Exercise input Block Start

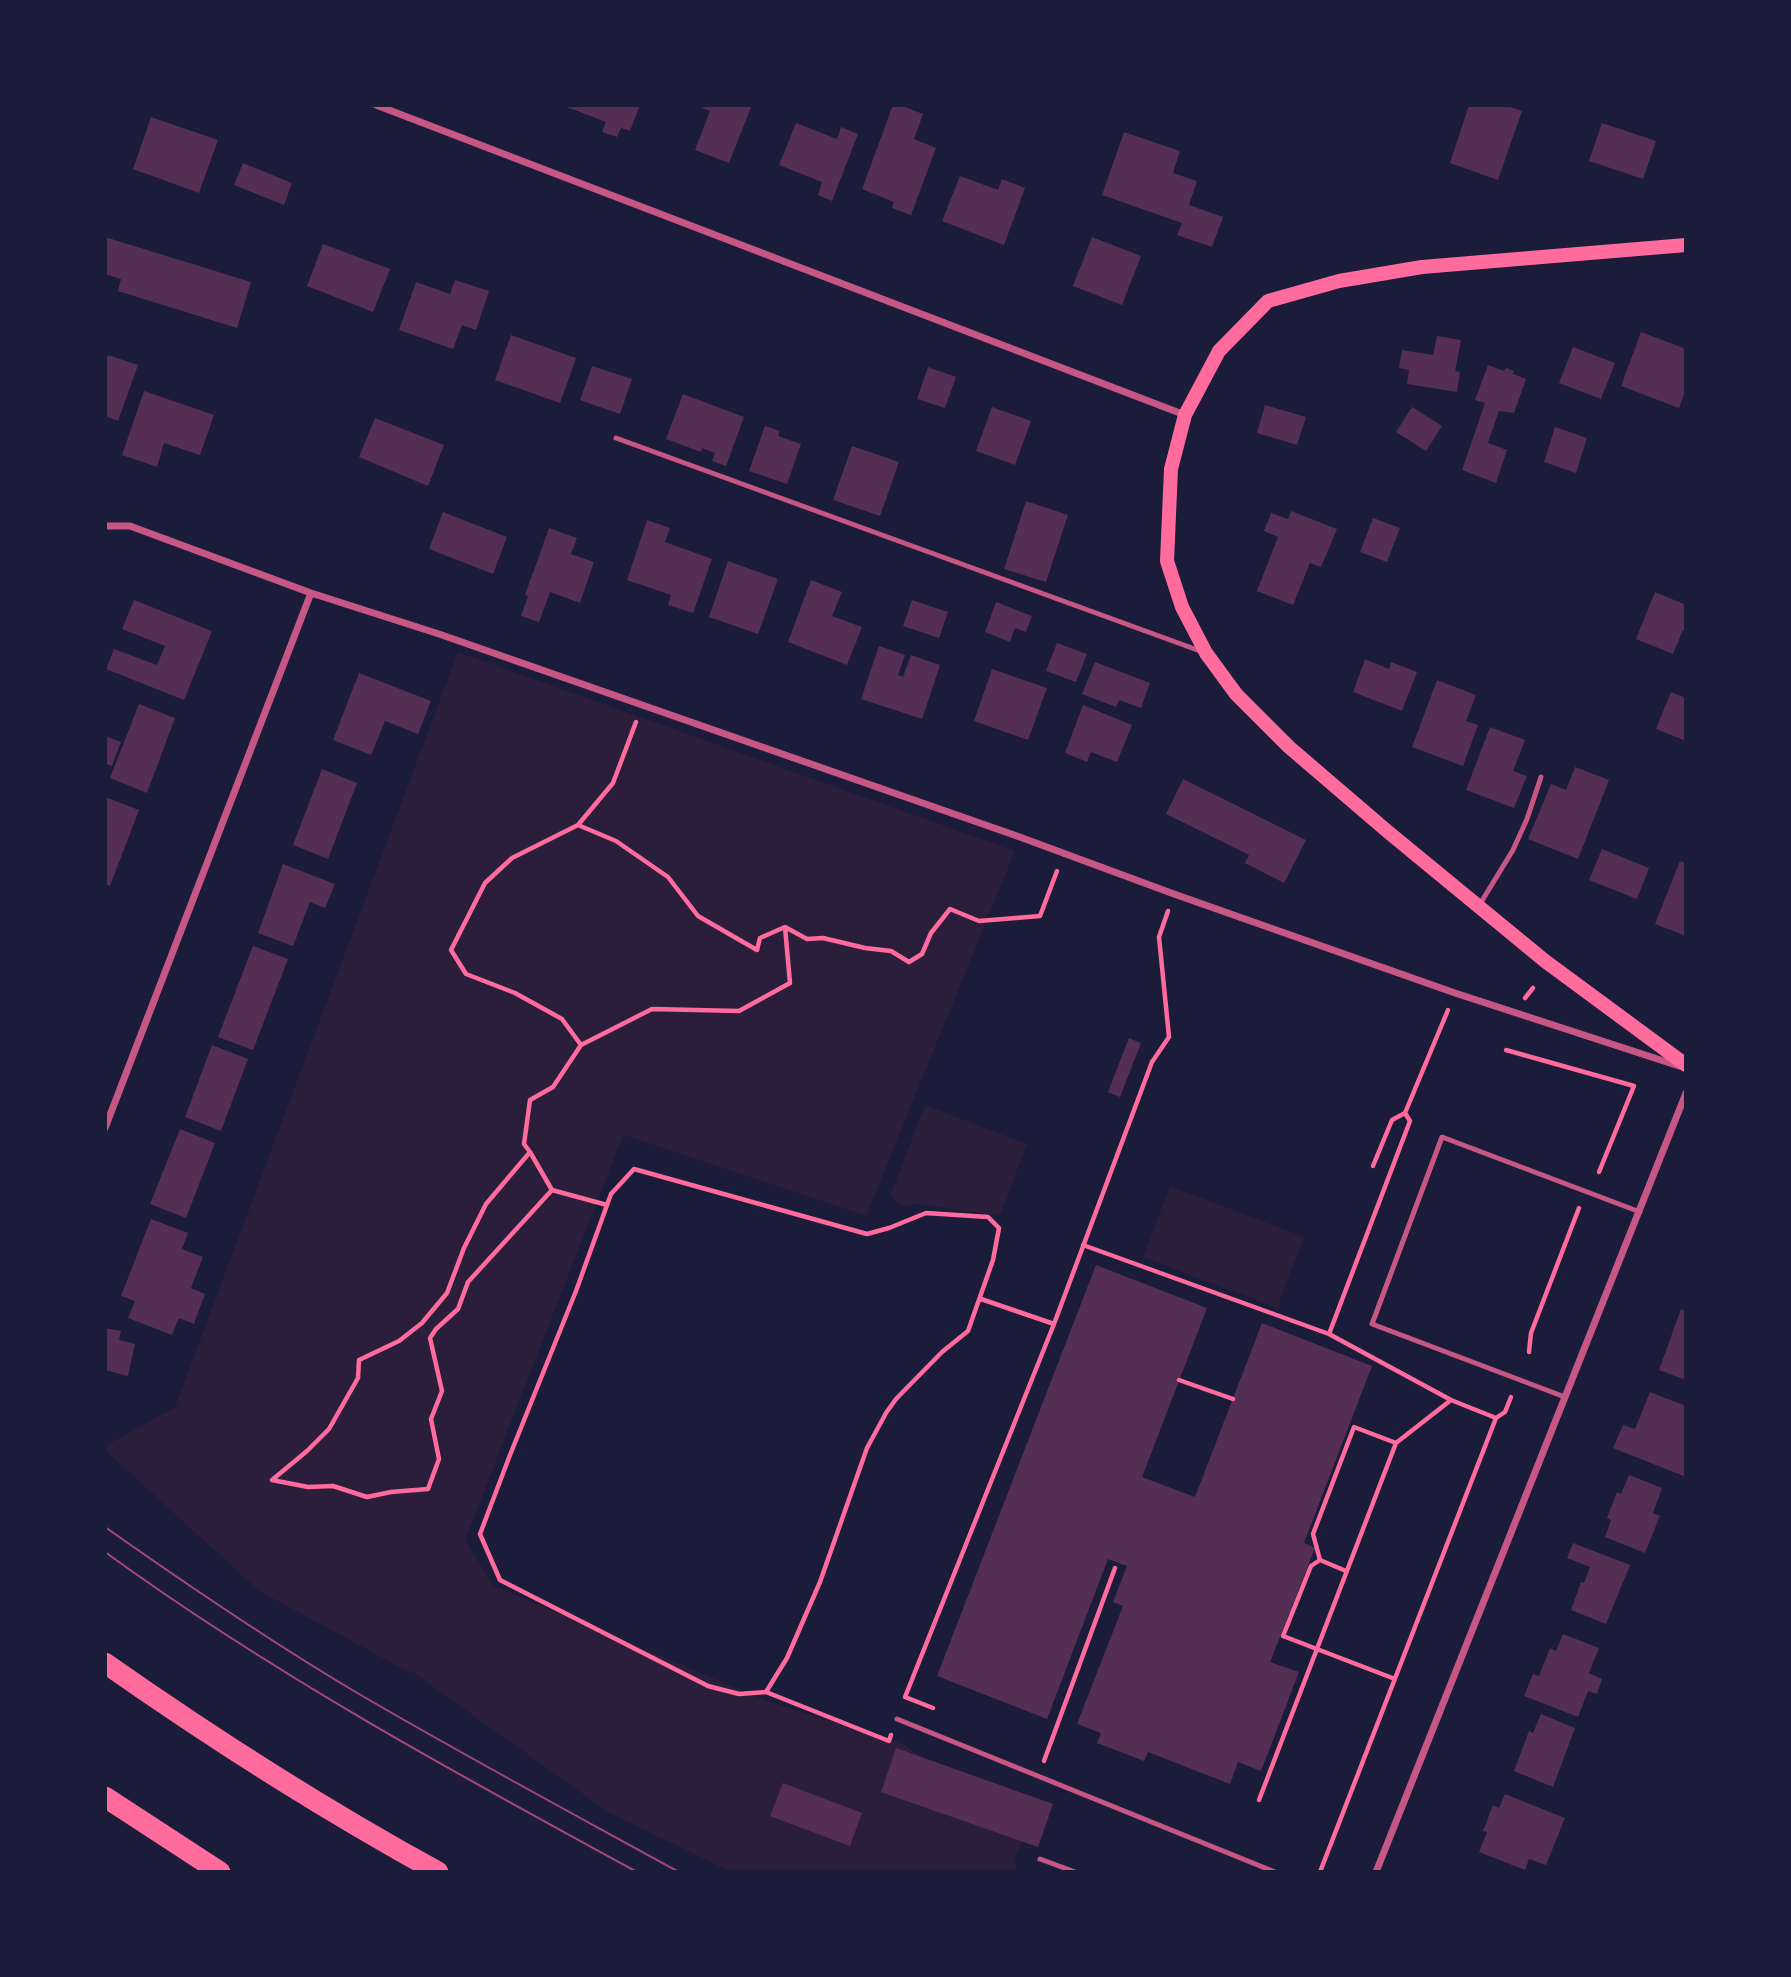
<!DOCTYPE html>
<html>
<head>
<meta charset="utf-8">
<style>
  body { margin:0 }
  #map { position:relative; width:1791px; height:1977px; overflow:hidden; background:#1b1b3a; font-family:Barlow,sans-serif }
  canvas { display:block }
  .frame { position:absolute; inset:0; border:107px solid #1b1b3a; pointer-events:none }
</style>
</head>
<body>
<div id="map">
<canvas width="1791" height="1977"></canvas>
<div class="frame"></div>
</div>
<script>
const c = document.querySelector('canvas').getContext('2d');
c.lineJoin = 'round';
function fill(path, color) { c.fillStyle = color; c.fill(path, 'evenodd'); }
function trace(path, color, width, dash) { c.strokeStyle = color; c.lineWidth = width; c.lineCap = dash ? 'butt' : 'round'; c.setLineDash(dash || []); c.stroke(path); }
const green = new Path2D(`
  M 458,652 L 1015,851 L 866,1216 L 623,1135 L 465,1540 L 494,1586 L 770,1702 L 903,1744 L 1029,1833 L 1015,1856 L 1017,1872 L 731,1872 L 608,1812 L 414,1673 L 405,1670 L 259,1591 L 105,1450 L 105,1446 L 175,1407 Z
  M 925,1105 L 1027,1144 L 1000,1216 L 918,1204 L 901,1206 L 890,1196 Z
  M 1170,1186 L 1304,1237 L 1277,1308 L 1143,1257 Z`);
const building = new Path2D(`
  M 568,105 L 640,105 L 630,131 L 621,128 L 617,137 L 602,132 L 606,122 L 567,107 Z
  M 703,105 L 746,105 L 751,107 L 729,163 L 695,150 L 710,111 L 702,108 Z
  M 893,105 L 900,105 L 923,114 L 914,139 L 936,148 L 911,215 L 892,208 L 894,202 L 862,189 Z
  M 1469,105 L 1504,105 L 1522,111 L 1498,180 L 1450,163 Z
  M 151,117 L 218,140 L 199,193 L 133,169 Z
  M 796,123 L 837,139 L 841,127 L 858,134 L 832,201 L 818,195 L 822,182 L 779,165 Z
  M 1602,123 L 1656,141 L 1643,179 L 1589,161 Z
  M 1124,132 L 1180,151 L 1173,173 L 1197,181 L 1189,205 L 1223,217 L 1212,247 L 1177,235 L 1182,223 L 1102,195 Z
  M 243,163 L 292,183 L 284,205 L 234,185 Z
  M 960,176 L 998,190 L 1002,179 L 1025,188 L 1004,245 L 942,221 Z
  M 105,237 L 251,282 L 237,328 L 118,291 L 121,279 L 105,274 Z
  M 1092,237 L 1141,256 L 1122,305 L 1073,286 Z
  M 323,244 L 390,269 L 373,312 L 307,286 Z
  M 455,280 L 489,291 L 476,330 L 462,325 L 453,349 L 399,330 L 416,282 L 450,294 Z
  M 1641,332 L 1686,349 L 1686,389 L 1679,408 L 1621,386 Z
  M 511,335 L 576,358 L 560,403 L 495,380 Z
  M 1437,336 L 1461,340 L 1455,371 L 1460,372 L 1457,392 L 1407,384 L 1409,370 L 1399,368 L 1402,350 L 1433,355 Z
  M 1573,347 L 1615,363 L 1601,399 L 1559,383 Z
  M 108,355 L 138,365 L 118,421 L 105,416 L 105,362 Z
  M 1488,365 L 1504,371 L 1506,368 L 1514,371 L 1513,374 L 1526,379 L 1514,413 L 1499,411 L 1488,443 L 1507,450 L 1496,483 L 1462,470 L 1485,403 L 1475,400 Z
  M 592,366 L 632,379 L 620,414 L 580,400 Z
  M 928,367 L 956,377 L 945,408 L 917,399 Z
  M 144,391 L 214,415 L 200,455 L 164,443 L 157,467 L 122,455 Z
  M 683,394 L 744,417 L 726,466 L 712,461 L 715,453 L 702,448 L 701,452 L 666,439 Z
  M 1265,405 L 1306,417 L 1297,445 L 1257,433 Z
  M 992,407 L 1031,421 L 1015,465 L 976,451 Z
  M 1412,407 L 1442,426 L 1426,451 L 1396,432 Z
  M 375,418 L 444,445 L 428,486 L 359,457 Z
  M 765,426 L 780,431 L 778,436 L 801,444 L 787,484 L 749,471 Z
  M 1555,427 L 1587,438 L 1576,473 L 1544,462 Z
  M 852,446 L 899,462 L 880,516 L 833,500 Z
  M 1026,501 L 1068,515 L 1046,582 L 1004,569 Z
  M 1291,511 L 1337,529 L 1321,567 L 1310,563 L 1293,605 L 1257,591 L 1278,537 L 1264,531 L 1271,513 L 1288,519 Z
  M 443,512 L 507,537 L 493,574 L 429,549 Z
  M 1373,518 L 1400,528 L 1387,562 L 1360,552 Z
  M 647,520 L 670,528 L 665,542 L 712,559 L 693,613 L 668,605 L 671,595 L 627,580 Z
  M 549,528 L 577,538 L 571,554 L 594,562 L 580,603 L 550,592 L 539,622 L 521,616 L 528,596 L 525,595 Z
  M 728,561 L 778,579 L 758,634 L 709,617 Z
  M 811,580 L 842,592 L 832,616 L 862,627 L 847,665 L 788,642 Z
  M 1655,592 L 1686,605 L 1686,631 L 1683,630 L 1673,654 L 1636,639 Z
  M 134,600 L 212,631 L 184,700 L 106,669 L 114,649 L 157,665 L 165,646 L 122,629 Z
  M 912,600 L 948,612 L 939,638 L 903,626 Z
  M 996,602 L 1032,616 L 1026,632 L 1015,628 L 1010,642 L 985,632 Z
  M 1057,643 L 1087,654 L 1076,682 L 1046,671 Z
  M 879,646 L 905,655 L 898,675 L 903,677 L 911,655 L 940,665 L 922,719 L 861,699 Z
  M 1365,659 L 1389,669 L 1391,662 L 1417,672 L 1402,711 L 1353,692 Z
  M 1095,662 L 1150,683 L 1141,708 L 1119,700 L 1116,707 L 1082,694 Z
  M 992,669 L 1047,688 L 1028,740 L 974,721 Z
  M 359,673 L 431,701 L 418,734 L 385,721 L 371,755 L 333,740 Z
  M 1437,680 L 1476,695 L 1466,721 L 1478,725 L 1463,766 L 1412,747 Z
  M 1671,692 L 1686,698 L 1686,741 L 1656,729 Z
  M 139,704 L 175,718 L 147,793 L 110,778 Z
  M 1083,705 L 1132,725 L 1117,762 L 1091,752 L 1087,762 L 1065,753 Z
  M 1490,727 L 1525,740 L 1513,771 L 1527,776 L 1514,808 L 1466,790 Z
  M 105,736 L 121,742 L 112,766 L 105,763 Z
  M 1575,767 L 1609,780 L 1578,859 L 1528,839 L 1551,784 L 1566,790 Z
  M 322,769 L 357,783 L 328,859 L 293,845 Z
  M 1183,779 L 1306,840 L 1284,883 L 1245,863 L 1249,855 L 1166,814 Z
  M 105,797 L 139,810 L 110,886 L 105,884 Z
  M 1602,849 L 1649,868 L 1637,899 L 1589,880 Z
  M 1680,861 L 1686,863 L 1686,936 L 1655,924 Z
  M 283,864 L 335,884 L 325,908 L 310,902 L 293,946 L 258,933 Z
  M 253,946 L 288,959 L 253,1050 L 218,1037 Z
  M 1129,1038 L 1141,1043 L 1120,1097 L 1108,1092 Z
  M 212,1045 L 248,1059 L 221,1131 L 185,1117 Z
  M 180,1129 L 215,1143 L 186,1218 L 150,1204 Z
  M 151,1219 L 188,1233 L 182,1249 L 203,1257 L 191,1288 L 205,1294 L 194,1324 L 179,1318 L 172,1335 L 128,1318 L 135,1301 L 121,1296 Z
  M 1096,1265 L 1207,1308 L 1142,1477 L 1195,1497 L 1262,1323 L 1372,1366 L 1304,1543 L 1315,1548 L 1270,1662 L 1299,1672 L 1261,1771 L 1238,1762 L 1230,1784 L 1148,1752 L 1144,1761 L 1097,1743 L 1101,1733 L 1077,1724 L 1123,1606 L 1113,1602 L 1127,1566 L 1108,1559 L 1047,1719 L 937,1676 Z
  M 1681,1309 L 1686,1311 L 1686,1380 L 1659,1370 Z
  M 105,1328 L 121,1331 L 119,1340 L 135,1344 L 128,1376 L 105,1370 Z
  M 1650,1392 L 1686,1406 L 1686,1477 L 1613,1448 L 1623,1425 L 1635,1429 Z
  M 1629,1475 L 1662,1488 L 1653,1513 L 1660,1516 L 1645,1553 L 1605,1537 L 1611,1520 L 1607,1518 L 1617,1492 L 1621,1494 Z
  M 1573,1543 L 1630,1565 L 1606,1624 L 1571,1610 L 1581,1582 L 1584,1583 L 1590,1567 L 1567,1558 Z
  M 1563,1634 L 1599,1648 L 1589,1673 L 1602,1679 L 1597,1694 L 1588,1691 L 1578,1717 L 1524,1696 L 1533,1674 L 1539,1676 L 1550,1648 L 1556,1651 Z
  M 1541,1714 L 1575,1728 L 1553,1787 L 1514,1771 L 1529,1731 L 1533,1733 Z
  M 896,1748 L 1053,1804 L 1038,1847 L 881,1792 Z
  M 783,1783 L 862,1813 L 850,1846 L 770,1816 Z
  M 1505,1794 L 1565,1818 L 1546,1865 L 1529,1859 L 1525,1870 L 1479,1852 L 1487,1832 L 1483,1831 L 1493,1805 L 1499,1808 Z`);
const path = new Path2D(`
  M 636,722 L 613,783 L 578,825 L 512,858 L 485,883 L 451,950 L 466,974 L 515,993 L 562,1019 L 581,1045 L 652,1009 L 739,1011 L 790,983 L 785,927
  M 578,825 L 616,841 L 668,877 L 698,916 L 757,950 L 760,938 L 785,927 L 807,939 L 823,938 L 865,948 L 891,951 L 909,962 L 922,954 L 931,933 L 950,909 L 979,921 L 1040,916 L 1057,871
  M 1525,998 L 1533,988
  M 581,1045 L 553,1087 L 530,1100 L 524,1144 L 530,1152 L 486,1204 L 464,1248 L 447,1293 L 422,1323 L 399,1341 L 359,1360 L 358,1378 L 329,1429 L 307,1451 L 272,1480 L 308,1487 L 333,1486 L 367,1497 L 391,1492 L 428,1489 L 439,1459 L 431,1419 L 442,1391 L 430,1338 L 436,1329 L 458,1309 L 468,1282 L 552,1190 L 607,1205
  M 1506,1050 L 1634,1086 L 1599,1172
  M 530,1152 L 552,1190
  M 1373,1166 L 1392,1120 L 1405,1113
  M 634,1169 L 867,1234 L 889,1228 L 926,1213 L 988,1217 L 999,1228 L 993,1260 L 968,1331 L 942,1352 L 896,1399 L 886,1413 L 867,1448 L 820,1582 L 787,1658 L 766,1692 L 739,1694 L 708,1686 L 500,1580 L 480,1534 L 510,1455 L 576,1291 L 611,1194 Z
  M 1083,1245 L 1329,1334 L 1451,1400 L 1496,1418 L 1320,1872
  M 981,1299 L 1054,1324
  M 1329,1334 L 1410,1121 L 1405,1113 L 1448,1010
  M 1529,1352 L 1531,1333 L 1579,1208
  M 1179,1380 L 1233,1399
  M 1496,1418 L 1505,1412 L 1511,1397
  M 1320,1560 L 1311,1566 L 1283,1636 L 1395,1679
  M 1346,1571 L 1320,1560 L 1313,1534 L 1354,1427 L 1396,1443
  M 766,1692 L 889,1741 L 891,1735
  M 933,1708 L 905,1697 L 1054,1324 L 1152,1062 L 1169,1037 L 1159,937 L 1168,911
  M 1044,1761 L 1115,1568
  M 1259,1800 L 1396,1443 L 1451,1400`);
const service = new Path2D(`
  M 616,438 L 1203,652
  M 1480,904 L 1513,850 L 1527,819 L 1541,777
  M 1565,1397 L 1372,1324 L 1442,1137 L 1640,1212
  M 897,1719 L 1275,1872
  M 1040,1859 L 1075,1872`);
const minor = new Path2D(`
  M 376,105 L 1185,415
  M 105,526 L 130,526 L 311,593 L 439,634 L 1017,836 L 1174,894 L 1455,993 L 1679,1066
  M 105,1128 L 311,593
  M 1376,1872 L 1686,1093`);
const secondary = new Path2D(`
  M 1686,245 L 1422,267 L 1339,281 L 1268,301 L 1219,351 L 1185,415 L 1171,469 L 1167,561 L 1182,607 L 1206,653 L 1236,694 L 1289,747 L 1387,831 L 1545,961 L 1686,1065`);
const motorway = new Path2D(`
  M 105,1663 C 212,1738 323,1809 438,1872
  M 105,1797 L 220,1872`);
const tram = new Path2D(`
  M 105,1527 C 186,1584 268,1640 354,1691 C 461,1754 570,1812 679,1872
  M 105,1552 C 273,1674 455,1773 637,1872`);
fill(green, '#2a1e3b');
fill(building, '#542f53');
trace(path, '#ff6b9d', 4.5);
trace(service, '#c65784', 5);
trace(minor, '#c65784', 7);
trace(secondary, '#ff6b9d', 14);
trace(motorway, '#ff6b9d', 21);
trace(tram, '#a44b75', 2);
</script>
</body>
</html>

Exercise input Block End

> _Work instruction_:
Copy the lines that hold the word "canvas". Take them from the records above.

> _Answer box_:
  canvas { display:block }
<canvas width="1791" height="1977"></canvas>
const c = document.querySelector('canvas').getContext('2d');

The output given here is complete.